### [Given information]
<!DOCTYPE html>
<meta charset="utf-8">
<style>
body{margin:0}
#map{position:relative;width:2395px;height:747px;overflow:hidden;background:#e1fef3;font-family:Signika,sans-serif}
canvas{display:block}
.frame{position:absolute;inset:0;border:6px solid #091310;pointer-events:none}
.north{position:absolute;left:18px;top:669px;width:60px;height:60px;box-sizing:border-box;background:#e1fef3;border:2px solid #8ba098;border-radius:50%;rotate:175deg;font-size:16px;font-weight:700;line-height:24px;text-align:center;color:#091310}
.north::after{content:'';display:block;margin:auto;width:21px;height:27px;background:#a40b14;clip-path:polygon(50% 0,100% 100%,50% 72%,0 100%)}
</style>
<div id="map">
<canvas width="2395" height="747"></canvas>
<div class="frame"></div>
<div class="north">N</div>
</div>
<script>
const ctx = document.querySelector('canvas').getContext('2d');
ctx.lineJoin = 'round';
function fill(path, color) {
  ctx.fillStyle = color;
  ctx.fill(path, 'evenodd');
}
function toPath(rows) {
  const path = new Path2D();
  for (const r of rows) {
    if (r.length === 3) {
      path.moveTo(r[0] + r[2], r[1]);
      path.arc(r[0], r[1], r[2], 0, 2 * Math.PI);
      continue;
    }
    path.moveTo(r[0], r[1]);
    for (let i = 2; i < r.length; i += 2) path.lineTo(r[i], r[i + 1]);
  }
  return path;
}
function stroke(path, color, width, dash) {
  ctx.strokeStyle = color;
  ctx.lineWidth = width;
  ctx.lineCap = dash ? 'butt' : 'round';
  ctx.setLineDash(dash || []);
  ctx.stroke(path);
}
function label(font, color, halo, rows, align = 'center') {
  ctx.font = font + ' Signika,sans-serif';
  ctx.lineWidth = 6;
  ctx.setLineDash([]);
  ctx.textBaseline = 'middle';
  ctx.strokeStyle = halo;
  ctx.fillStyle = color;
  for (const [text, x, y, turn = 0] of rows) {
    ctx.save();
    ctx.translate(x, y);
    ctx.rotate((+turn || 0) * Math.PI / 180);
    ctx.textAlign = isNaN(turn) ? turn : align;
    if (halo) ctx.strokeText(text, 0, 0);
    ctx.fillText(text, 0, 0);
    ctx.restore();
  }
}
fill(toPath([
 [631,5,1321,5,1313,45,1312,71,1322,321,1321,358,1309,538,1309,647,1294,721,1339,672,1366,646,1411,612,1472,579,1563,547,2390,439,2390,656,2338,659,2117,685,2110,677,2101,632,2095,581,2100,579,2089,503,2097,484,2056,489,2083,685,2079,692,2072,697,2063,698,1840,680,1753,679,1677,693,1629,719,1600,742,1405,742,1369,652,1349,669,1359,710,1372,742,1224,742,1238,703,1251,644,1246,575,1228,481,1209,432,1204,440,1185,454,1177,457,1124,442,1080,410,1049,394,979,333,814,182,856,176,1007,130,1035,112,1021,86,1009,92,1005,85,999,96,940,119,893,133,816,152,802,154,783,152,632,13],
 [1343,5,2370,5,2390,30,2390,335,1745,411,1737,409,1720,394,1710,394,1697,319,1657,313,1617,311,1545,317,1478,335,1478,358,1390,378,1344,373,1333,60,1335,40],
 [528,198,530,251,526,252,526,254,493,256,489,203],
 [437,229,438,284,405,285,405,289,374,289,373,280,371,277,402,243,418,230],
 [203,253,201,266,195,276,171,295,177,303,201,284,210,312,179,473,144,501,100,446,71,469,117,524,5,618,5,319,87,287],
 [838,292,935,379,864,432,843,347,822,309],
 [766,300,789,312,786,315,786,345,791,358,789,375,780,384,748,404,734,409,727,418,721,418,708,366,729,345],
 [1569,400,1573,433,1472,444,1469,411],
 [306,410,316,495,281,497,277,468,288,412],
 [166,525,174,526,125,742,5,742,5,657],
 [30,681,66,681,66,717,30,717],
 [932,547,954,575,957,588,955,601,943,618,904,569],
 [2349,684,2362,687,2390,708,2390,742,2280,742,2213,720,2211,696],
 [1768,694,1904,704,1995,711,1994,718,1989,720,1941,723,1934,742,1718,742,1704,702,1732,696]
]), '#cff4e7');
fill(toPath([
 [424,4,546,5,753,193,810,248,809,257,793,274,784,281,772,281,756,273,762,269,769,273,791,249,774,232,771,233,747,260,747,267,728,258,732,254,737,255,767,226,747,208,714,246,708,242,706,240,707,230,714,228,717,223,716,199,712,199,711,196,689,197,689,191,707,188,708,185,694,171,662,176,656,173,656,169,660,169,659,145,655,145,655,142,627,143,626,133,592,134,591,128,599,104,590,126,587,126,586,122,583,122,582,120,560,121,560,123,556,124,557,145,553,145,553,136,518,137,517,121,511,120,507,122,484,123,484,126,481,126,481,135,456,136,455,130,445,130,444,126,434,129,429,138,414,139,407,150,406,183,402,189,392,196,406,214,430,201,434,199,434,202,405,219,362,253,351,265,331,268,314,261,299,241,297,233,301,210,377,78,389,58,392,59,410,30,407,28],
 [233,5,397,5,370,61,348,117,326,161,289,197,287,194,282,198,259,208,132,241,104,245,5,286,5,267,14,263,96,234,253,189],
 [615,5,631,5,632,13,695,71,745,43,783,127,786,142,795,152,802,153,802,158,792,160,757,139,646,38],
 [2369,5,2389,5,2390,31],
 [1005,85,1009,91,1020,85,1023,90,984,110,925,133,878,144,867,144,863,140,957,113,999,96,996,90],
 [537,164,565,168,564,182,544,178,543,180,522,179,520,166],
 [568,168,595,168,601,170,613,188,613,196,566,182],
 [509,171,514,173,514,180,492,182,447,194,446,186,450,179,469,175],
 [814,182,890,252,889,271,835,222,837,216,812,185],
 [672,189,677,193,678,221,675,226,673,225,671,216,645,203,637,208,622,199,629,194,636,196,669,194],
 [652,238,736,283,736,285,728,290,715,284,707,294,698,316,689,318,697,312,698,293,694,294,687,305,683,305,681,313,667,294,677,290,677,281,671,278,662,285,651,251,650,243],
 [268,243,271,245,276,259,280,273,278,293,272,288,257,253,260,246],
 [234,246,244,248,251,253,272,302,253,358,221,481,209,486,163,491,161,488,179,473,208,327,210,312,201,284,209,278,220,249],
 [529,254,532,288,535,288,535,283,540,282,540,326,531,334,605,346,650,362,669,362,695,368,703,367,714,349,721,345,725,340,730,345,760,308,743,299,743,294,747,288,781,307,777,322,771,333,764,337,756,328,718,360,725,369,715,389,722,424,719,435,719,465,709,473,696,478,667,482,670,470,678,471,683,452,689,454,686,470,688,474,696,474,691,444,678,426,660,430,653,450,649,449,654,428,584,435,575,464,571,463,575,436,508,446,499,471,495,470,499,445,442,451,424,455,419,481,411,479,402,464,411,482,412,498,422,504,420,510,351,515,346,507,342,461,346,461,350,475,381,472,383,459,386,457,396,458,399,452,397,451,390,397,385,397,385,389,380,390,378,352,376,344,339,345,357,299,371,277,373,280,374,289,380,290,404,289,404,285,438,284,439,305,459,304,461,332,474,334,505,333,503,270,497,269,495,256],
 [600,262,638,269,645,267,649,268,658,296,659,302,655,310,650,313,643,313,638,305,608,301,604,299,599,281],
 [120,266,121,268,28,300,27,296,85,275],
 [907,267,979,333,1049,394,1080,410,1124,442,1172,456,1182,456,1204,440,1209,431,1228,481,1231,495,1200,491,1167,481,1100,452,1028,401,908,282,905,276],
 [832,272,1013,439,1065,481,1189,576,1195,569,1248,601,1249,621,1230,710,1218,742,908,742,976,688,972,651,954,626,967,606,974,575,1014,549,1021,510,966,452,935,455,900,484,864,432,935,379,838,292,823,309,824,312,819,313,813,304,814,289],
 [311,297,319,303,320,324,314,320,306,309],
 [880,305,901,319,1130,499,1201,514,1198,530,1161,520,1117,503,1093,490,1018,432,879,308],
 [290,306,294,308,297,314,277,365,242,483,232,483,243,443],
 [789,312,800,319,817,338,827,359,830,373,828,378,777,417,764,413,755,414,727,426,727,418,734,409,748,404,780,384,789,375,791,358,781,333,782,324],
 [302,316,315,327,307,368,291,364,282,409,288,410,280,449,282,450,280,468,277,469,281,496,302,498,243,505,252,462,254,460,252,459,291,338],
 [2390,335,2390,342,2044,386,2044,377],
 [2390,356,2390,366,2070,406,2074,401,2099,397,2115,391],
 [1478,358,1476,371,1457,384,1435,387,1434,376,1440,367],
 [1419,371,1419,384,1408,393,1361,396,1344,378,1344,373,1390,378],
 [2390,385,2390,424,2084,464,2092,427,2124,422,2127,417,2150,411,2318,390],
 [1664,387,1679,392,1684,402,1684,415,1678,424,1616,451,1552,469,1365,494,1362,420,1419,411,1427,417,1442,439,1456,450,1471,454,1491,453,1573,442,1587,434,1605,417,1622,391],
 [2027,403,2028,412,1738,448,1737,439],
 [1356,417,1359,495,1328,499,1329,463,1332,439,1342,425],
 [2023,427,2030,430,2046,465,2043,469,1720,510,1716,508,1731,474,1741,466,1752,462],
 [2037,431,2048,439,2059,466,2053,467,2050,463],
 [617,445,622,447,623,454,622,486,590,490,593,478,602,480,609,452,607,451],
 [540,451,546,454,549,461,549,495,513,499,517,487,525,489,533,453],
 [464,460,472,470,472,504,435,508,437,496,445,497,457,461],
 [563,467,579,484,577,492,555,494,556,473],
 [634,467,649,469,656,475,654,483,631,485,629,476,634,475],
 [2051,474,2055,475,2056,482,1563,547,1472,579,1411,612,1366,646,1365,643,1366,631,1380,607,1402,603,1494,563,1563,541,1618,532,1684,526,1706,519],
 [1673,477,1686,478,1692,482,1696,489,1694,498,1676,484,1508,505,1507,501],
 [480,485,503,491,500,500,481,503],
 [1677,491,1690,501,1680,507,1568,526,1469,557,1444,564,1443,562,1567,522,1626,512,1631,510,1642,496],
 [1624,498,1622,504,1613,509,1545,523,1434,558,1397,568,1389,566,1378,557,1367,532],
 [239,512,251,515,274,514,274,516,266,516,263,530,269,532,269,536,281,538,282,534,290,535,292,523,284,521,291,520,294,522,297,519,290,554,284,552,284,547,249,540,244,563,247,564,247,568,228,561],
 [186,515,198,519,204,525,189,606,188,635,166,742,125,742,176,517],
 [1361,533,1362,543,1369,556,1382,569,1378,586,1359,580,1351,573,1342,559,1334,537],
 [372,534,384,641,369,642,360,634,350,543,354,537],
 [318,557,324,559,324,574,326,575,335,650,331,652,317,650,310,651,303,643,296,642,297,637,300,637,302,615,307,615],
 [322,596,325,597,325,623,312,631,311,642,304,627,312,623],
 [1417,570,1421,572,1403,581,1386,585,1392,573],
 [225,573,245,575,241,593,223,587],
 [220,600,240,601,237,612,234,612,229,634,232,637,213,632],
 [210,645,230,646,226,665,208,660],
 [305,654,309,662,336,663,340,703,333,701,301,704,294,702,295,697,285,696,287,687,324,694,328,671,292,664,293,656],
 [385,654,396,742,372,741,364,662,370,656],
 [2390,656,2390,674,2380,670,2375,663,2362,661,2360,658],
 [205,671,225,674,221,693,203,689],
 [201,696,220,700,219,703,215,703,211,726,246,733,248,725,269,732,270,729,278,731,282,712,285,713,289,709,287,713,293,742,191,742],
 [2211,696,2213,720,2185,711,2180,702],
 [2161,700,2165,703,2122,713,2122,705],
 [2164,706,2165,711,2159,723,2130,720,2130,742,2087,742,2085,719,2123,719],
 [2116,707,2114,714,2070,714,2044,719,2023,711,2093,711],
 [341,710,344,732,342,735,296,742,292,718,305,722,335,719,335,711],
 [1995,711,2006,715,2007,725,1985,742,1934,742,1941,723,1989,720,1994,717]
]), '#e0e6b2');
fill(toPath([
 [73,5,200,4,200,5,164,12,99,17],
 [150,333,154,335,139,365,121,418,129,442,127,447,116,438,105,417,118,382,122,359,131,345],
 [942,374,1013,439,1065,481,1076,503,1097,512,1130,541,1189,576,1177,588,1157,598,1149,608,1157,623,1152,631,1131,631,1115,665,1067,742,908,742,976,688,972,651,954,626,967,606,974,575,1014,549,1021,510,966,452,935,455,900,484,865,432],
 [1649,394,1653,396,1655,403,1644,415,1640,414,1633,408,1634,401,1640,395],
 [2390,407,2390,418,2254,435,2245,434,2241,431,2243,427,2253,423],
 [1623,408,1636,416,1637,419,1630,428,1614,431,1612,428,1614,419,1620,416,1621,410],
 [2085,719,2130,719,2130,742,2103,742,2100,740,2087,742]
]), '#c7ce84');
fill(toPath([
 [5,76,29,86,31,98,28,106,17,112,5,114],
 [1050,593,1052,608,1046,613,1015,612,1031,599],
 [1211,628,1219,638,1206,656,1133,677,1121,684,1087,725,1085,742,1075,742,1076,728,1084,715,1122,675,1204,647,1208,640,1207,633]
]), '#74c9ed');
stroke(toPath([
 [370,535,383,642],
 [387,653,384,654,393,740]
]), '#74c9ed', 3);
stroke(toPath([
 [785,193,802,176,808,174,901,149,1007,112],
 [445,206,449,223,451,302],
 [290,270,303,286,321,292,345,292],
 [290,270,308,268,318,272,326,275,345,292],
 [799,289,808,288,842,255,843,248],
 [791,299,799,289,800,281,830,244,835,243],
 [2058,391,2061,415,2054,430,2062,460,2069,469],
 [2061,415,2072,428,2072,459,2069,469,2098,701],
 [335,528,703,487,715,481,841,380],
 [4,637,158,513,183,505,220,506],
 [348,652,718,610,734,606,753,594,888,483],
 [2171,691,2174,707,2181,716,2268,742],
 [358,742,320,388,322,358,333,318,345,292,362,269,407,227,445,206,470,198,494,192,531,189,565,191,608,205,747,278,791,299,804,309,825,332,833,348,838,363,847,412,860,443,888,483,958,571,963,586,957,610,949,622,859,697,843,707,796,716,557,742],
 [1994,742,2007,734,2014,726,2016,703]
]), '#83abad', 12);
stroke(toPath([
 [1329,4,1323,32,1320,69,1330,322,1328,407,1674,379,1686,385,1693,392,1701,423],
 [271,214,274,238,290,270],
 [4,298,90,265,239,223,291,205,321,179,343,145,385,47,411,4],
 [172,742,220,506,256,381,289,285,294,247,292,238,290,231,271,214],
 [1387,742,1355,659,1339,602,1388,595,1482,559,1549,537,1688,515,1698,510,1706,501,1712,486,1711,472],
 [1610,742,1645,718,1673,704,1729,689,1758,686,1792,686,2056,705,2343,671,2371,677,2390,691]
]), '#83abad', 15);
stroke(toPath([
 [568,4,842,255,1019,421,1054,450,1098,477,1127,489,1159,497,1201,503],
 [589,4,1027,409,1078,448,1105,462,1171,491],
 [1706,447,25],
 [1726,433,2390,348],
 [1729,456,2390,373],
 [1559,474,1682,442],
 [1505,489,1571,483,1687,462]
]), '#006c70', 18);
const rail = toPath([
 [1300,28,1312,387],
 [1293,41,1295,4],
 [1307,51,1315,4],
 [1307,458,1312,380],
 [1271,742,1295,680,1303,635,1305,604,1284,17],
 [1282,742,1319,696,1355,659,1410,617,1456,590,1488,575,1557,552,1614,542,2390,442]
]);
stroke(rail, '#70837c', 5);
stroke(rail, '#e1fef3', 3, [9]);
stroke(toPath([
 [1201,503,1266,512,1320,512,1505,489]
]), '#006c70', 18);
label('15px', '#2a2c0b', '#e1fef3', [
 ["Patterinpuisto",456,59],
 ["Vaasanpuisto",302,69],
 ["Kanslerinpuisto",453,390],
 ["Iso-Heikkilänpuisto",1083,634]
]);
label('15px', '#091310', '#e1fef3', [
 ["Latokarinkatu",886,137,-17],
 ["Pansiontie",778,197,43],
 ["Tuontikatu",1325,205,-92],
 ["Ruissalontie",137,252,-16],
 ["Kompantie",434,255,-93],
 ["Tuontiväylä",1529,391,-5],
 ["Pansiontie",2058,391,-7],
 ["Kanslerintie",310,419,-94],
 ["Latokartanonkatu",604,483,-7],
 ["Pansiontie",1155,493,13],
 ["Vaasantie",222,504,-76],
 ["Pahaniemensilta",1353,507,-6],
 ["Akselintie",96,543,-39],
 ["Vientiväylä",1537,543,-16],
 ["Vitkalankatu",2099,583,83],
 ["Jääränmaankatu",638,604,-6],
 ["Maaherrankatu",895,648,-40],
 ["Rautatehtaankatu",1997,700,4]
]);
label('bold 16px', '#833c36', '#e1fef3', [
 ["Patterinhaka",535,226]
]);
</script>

### [Work to be completed]
Lines holding the word "rotate" are the answer; copy every one from the records above.

### [Result of this task]
.north{position:absolute;left:18px;top:669px;width:60px;height:60px;box-sizing:border-box;background:#e1fef3;border:2px solid #8ba098;border-radius:50%;rotate:175deg;font-size:16px;font-weight:700;line-height:24px;text-align:center;color:#091310}
    ctx.rotate((+turn || 0) * Math.PI / 180);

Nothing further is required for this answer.